Gauging change in the parks
Studies may determine if global warming is reshaping Northern map

by Glenn Taylor
Northern News Services

INUVIK (Aug 29/97) - Two Parks Canada projects may help determine whether global warming is reshaping the geographical and ecological map of the North.

The vast majority of scientists now believe global temperatures are rising. According to arctic ecologist Martin Raillard, most scientists also believe human industrial activity is responsible at least in part for global warming.

Computer models, said Raillard, suggest the Far North, and Far South, will be most dramatically affected by global warming because the steep angle at which the sun hits the atmosphere doesn't allow for as much heat reflection as in tropical latitudes.

"Parks Canada's mandate is to maintain healthy, protected areas," said Raillard. "If we're losing species, or there is some change going on due to global warming or other causes, we have to know about it."

Monitoring programs now under way in Ivvavik and Aulavik national parks are recording plant growth cycles to compare with future programs. The idea is to determine whether new cycles are emerging that would suggest a change of climate.
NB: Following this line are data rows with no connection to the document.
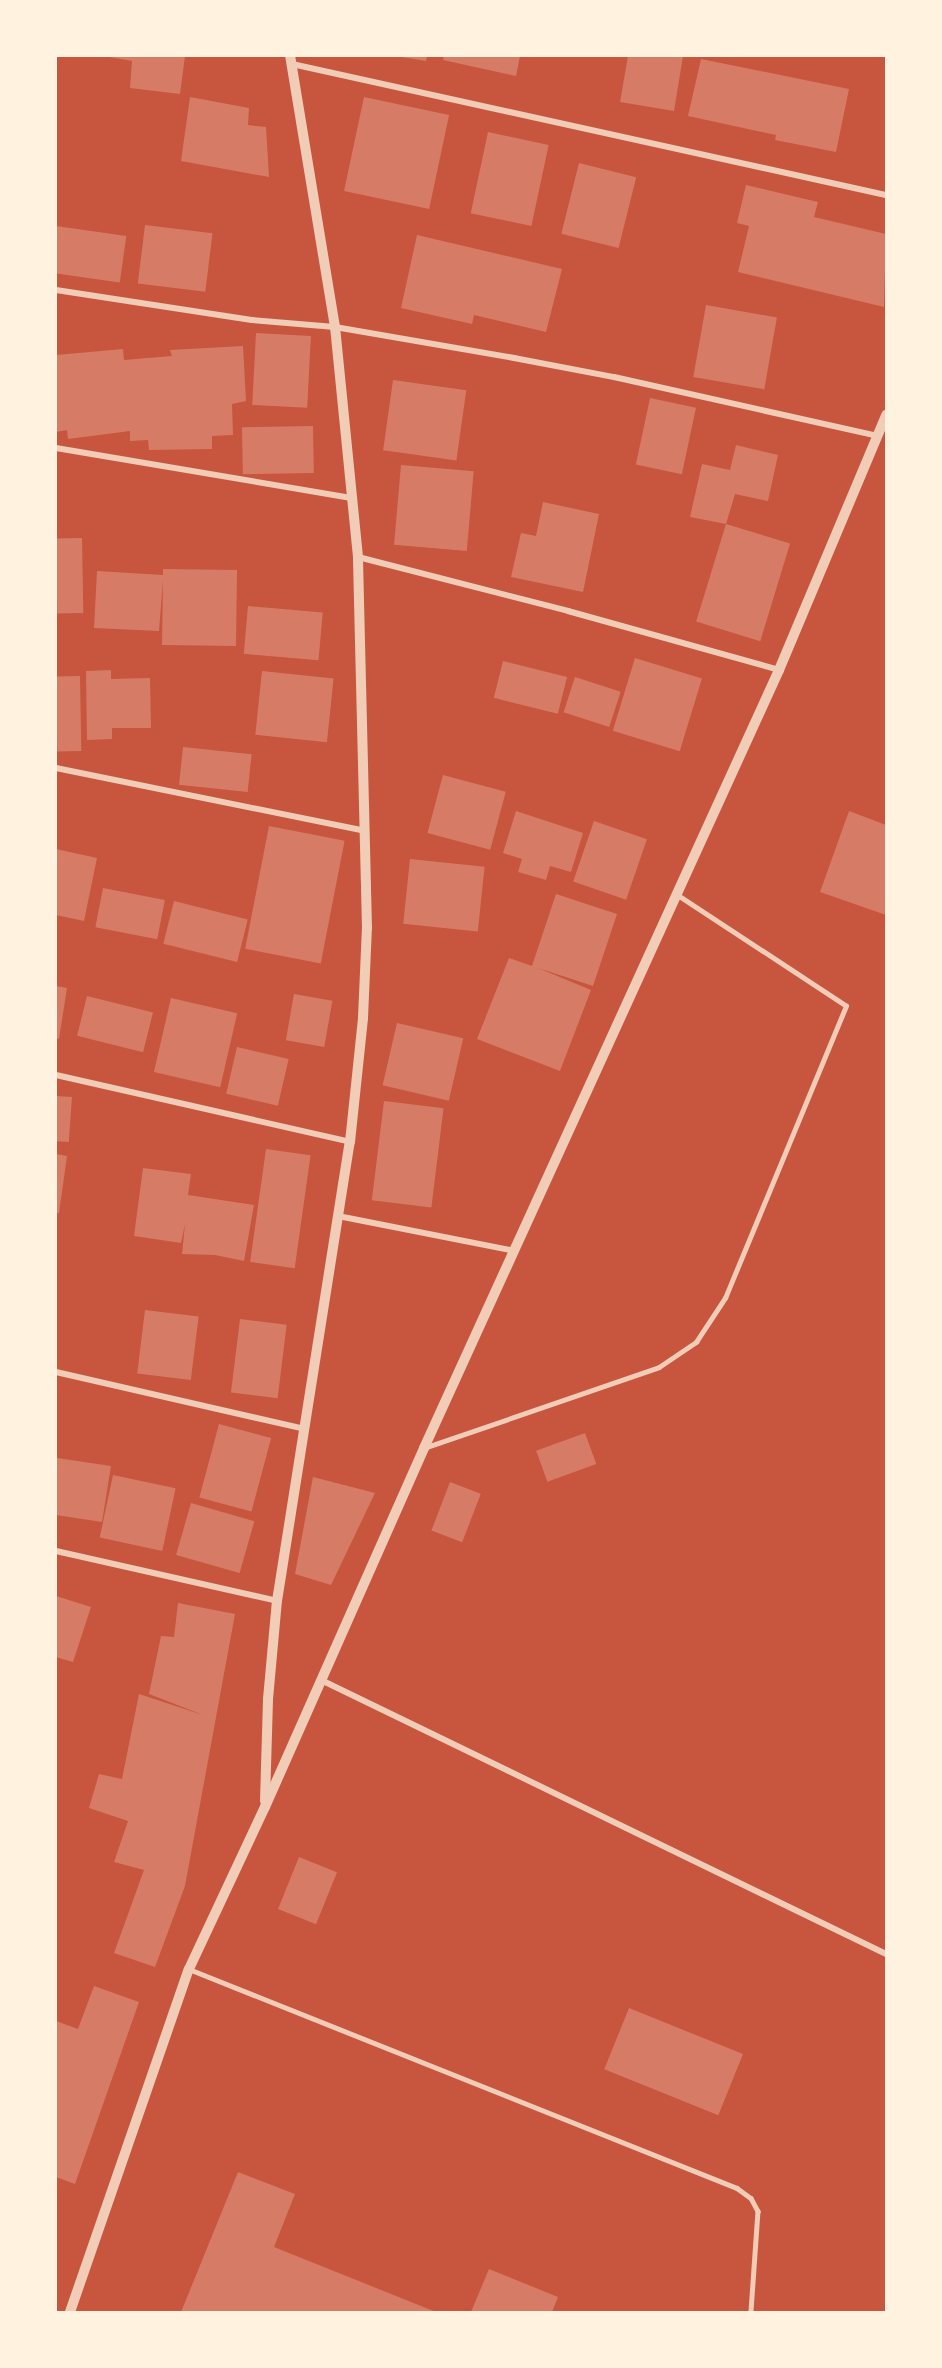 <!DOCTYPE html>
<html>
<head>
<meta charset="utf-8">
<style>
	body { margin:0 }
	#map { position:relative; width:942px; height:2368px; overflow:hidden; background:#c8553d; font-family:"Exo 2",sans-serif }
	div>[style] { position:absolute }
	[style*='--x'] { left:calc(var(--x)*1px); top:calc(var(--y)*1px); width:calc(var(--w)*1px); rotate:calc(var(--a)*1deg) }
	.building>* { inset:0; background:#d67c66; transform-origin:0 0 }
	.service>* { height:4.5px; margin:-2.25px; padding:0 2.25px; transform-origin:2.25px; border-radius:2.25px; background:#f1ccb7 }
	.minor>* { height:6px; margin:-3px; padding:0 3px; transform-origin:3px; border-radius:3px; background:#f1ccb7 }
	.tertiary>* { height:10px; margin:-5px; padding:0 5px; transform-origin:5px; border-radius:5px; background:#f1ccb7 }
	span { translate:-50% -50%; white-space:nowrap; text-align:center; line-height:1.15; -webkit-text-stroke:6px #fff3e0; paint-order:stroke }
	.frame { position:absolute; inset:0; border:57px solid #fff3e0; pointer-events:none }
</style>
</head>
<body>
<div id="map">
	<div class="building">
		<div style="clip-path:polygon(104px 56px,185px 56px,180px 94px,130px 88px,132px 61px)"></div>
		<div style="clip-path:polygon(395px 56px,427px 56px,426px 61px)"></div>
		<div style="clip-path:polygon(444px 56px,520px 56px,516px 76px,443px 60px)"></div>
		<div style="clip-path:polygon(628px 56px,683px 56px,674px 111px,620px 102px)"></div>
		<div style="clip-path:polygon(701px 59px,849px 89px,836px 152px,775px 140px,776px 135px,688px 116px)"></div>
		<div style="clip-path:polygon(190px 97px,249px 108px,248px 125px,266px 127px,269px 177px,181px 161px)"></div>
		<div style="left:364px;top:97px;width:87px;height:96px;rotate:12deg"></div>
		<div style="left:488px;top:132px;width:62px;height:83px;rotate:12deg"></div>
		<div style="left:579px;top:163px;width:59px;height:73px;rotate:14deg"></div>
		<div style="clip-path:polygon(746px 185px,818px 202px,814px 217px,886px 234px,884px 307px,738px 272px,749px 226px,737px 223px)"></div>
		<div style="left:145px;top:225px;width:68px;height:59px;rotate:7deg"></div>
		<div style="left:56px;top:226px;width:71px;height:47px;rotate:8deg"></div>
		<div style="clip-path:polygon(417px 235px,562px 269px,546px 332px,474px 315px,472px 324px,401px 308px)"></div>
		<div style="left:706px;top:305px;width:72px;height:73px;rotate:10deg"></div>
		<div style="left:256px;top:333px;width:55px;height:72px;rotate:3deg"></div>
		<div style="clip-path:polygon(243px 346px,246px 401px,232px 404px,233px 435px,212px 436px,212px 449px,149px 450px,148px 440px,130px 441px,130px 431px,68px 439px,67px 430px,56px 432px,56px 355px,123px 349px,124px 360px,172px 356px,170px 350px)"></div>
		<div style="left:393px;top:380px;width:74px;height:71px;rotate:8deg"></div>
		<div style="left:650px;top:398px;width:47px;height:68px;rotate:12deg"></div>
		<div style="left:313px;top:426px;width:47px;height:71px;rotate:89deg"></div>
		<div style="clip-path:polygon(736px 445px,778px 455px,768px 501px,735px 494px,726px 524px,690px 517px,702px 464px,730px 470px)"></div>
		<div style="left:401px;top:465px;width:73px;height:80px;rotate:5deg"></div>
		<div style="clip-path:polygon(543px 502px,599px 514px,583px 592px,511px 577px,521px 533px,536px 536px)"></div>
		<div style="left:726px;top:524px;width:67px;height:102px;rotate:17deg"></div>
		<div style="left:82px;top:538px;width:75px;height:26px;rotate:89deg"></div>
		<div style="clip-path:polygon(163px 569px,237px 570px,236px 646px,162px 645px,163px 580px,159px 631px,94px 628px,97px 571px,163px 575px)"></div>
		<div style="left:248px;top:606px;width:75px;height:48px;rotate:5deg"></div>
		<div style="left:635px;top:658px;width:70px;height:76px;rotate:17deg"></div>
		<div style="left:503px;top:661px;width:66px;height:38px;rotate:14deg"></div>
		<div style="clip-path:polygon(111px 670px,111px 679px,150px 678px,151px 728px,112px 728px,112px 739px,87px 740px,86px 671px)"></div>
		<div style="left:262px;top:671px;width:72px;height:64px;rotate:6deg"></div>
		<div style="left:80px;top:676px;width:75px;height:24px;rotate:89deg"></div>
		<div style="left:575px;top:677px;width:48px;height:37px;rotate:18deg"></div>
		<div style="left:183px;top:747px;width:69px;height:38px;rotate:6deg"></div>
		<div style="left:443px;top:775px;width:65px;height:60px;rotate:15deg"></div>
		<div style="clip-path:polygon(516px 811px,583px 833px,571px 872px,550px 866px,546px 880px,518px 872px,522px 859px,503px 853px)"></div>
		<div style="clip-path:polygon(849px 811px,886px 825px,886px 915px,820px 892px)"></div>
		<div style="left:594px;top:821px;width:56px;height:64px;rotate:19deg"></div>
		<div style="left:269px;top:826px;width:77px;height:125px;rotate:11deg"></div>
		<div style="clip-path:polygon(56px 849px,97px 858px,84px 921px,56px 915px)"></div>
		<div style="left:410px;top:859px;width:75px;height:65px;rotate:6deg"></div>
		<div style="left:103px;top:888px;width:63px;height:40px;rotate:11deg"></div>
		<div style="clip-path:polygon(556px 894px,617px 914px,593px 986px,538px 968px,591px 990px,560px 1071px,477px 1039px,509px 958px,532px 966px)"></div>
		<div style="left:174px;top:901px;width:76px;height:44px;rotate:14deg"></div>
		<div style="clip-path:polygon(56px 986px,67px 988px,59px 1039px,56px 1038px)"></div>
		<div style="left:294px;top:994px;width:39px;height:47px;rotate:10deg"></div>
		<div style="left:87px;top:996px;width:68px;height:41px;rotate:14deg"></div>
		<div style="left:171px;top:998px;width:68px;height:76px;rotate:13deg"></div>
		<div style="left:397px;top:1023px;width:68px;height:64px;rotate:13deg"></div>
		<div style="left:237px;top:1047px;width:53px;height:48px;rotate:13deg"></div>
		<div style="left:56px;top:1096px;width:16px;height:45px;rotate:4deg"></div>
		<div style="left:384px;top:1101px;width:60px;height:100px;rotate:7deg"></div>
		<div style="left:266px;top:1149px;width:45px;height:114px;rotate:8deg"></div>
		<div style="clip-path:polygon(56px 1154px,67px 1156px,59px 1213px,56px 1213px)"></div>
		<div style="clip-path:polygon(143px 1168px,191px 1174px,188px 1195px,254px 1205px,244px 1261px,215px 1255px,182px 1254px,185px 1224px,181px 1243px,134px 1236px)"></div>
		<div style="left:145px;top:1310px;width:54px;height:64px;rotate:7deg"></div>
		<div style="left:240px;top:1319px;width:47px;height:74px;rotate:7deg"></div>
		<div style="left:219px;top:1424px;width:54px;height:76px;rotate:15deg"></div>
		<div style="left:585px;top:1433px;width:33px;height:52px;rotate:70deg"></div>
		<div style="clip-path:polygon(57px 1458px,111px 1466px,102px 1522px,56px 1515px)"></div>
		<div style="left:113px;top:1475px;width:64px;height:64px;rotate:12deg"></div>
		<div style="clip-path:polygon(313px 1477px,375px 1493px,331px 1585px,295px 1574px)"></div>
		<div style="left:450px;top:1482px;width:33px;height:52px;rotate:21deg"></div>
		<div style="left:191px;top:1503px;width:66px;height:54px;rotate:16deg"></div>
		<div style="clip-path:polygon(56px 1596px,91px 1607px,73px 1662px,56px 1657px)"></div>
		<div style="clip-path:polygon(178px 1603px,235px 1614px,185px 1886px,155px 1967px,114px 1953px,144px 1870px,114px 1862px,128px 1821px,89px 1808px,99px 1774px,122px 1779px,139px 1694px,203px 1715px,149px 1694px,161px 1636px,174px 1637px)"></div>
		<div style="left:299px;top:1857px;width:41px;height:56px;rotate:22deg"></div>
		<div style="clip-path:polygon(94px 1986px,139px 2002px,75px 2184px,56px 2177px,56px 2021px,78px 2029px)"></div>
		<div style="left:629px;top:2008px;width:123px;height:66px;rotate:22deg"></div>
		<div style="clip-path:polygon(238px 2172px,295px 2194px,274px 2247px,436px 2312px,181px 2312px)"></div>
		<div style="clip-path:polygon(489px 2269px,558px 2297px,552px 2312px,471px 2312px)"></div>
	</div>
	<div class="service">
		<div style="--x:427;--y:1447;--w:245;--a:-19"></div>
		<div style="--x:659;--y:1367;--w:45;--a:-34"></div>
		<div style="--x:696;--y:1342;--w:53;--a:-56.6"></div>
		<div style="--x:725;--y:1298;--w:316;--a:-67.5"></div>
		<div style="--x:846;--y:1006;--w:202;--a:-146.7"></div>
		<div style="--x:189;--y:1969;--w:590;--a:21.78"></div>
		<div style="--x:737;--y:2188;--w:17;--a:36"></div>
		<div style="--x:751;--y:2198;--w:15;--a:62"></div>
		<div style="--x:758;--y:2211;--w:101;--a:94"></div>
	</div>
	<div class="minor">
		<div style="--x:292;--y:64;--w:608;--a:12.44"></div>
		<div style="--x:56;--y:290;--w:198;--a:8.7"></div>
		<div style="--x:252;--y:320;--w:83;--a:4.8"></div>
		<div style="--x:335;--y:327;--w:182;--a:9.8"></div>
		<div style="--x:514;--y:358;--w:102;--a:10.8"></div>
		<div style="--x:614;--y:377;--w:270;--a:12.6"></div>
		<div style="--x:56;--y:448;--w:301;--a:9.6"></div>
		<div style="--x:358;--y:557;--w:217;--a:14.4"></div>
		<div style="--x:568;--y:611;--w:219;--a:15.6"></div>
		<div style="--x:56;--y:768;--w:315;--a:11.5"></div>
		<div style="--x:56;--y:1075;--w:302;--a:12.8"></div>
		<div style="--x:338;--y:1216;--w:180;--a:11.2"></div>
		<div style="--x:56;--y:1372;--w:255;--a:12.9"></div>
		<div style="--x:56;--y:1551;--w:227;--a:12.7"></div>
		<div style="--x:321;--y:1680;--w:628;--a:25.87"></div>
	</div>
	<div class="tertiary">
		<div style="--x:265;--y:1801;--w:102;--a:-88.3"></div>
		<div style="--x:268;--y:1699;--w:98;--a:-84.8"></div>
		<div style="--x:277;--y:1601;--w:465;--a:-81"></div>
		<div style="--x:350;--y:1142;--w:125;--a:-84"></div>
		<div style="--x:363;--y:1018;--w:90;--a:-87.5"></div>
		<div style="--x:367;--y:928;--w:371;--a:-91.4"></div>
		<div style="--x:358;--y:557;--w:231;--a:-95.7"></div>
		<div style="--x:335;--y:327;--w:275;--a:-99.4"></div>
		<div style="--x:70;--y:2312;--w:363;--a:-70.9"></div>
		<div style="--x:189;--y:1969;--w:179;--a:-64.9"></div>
		<div style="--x:265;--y:1807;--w:393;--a:-66.1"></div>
		<div style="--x:424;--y:1448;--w:855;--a:-65.47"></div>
		<div style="--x:779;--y:670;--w:277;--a:-67.2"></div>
	</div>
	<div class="frame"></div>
</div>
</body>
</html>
"Plants are very sensitive to climate change, so if they do change, this will be very quickly registered," said Raillard. Climate stations are also monitoring wind speed and direction, air temperature, soil temperate, precipitation, humidity, snow depth. Satellites up above are taking snapshots of the ecology below, also to determine in later years if change is occurring.

The information received will be shared by the Arctic Council's International Tundra Experiment, or ITEX, which studies global warming effects in the North.

Ivvavik park chief warden Vicki Sahanatien is also engaged in a project that will contribute greater understanding of global warming, while protecting archeological resources threatened by coastal erosion.

The Beaufort coastline is constantly eroding and rebuilding, due in part to storms and wave action from the ocean. But global warming may speed up that process, by allowing longer open-water oceans, and hence more storms and wave action.

Sahanatien and her team began studying five points along the coast of Ivvavik in 1995, to gauge at what rate the coast is eroding. Using stakes to grid the area, the team then measured the coastline location, the water depth and ground elevations. They also studied wave actions, permafrost depths, water and soil temperatures, ice duration and other variables.

They findings were compared to photos of the area taken in the past, to find out roughly what changes have already taken place. This baseline study can then be used to study the rate of change in coming years.

Sahanatien said a number of important historical and archaeological resources are vulnerable to erosion along the coast, including old buildings, sod houses, stone rings and old gravesites. Inuvialuit leaders will have the option of determining what should be salvaged, said Sahanatien.

"There's natural change going on, but the most difficult question is determining just what is 'natural change,'" said Sahanatien. "This will help us determine what 'natural' is."

"We're supposed to protect these places, but if we don't have any information on whether changes are happening, how can you protect it?" said Raillard.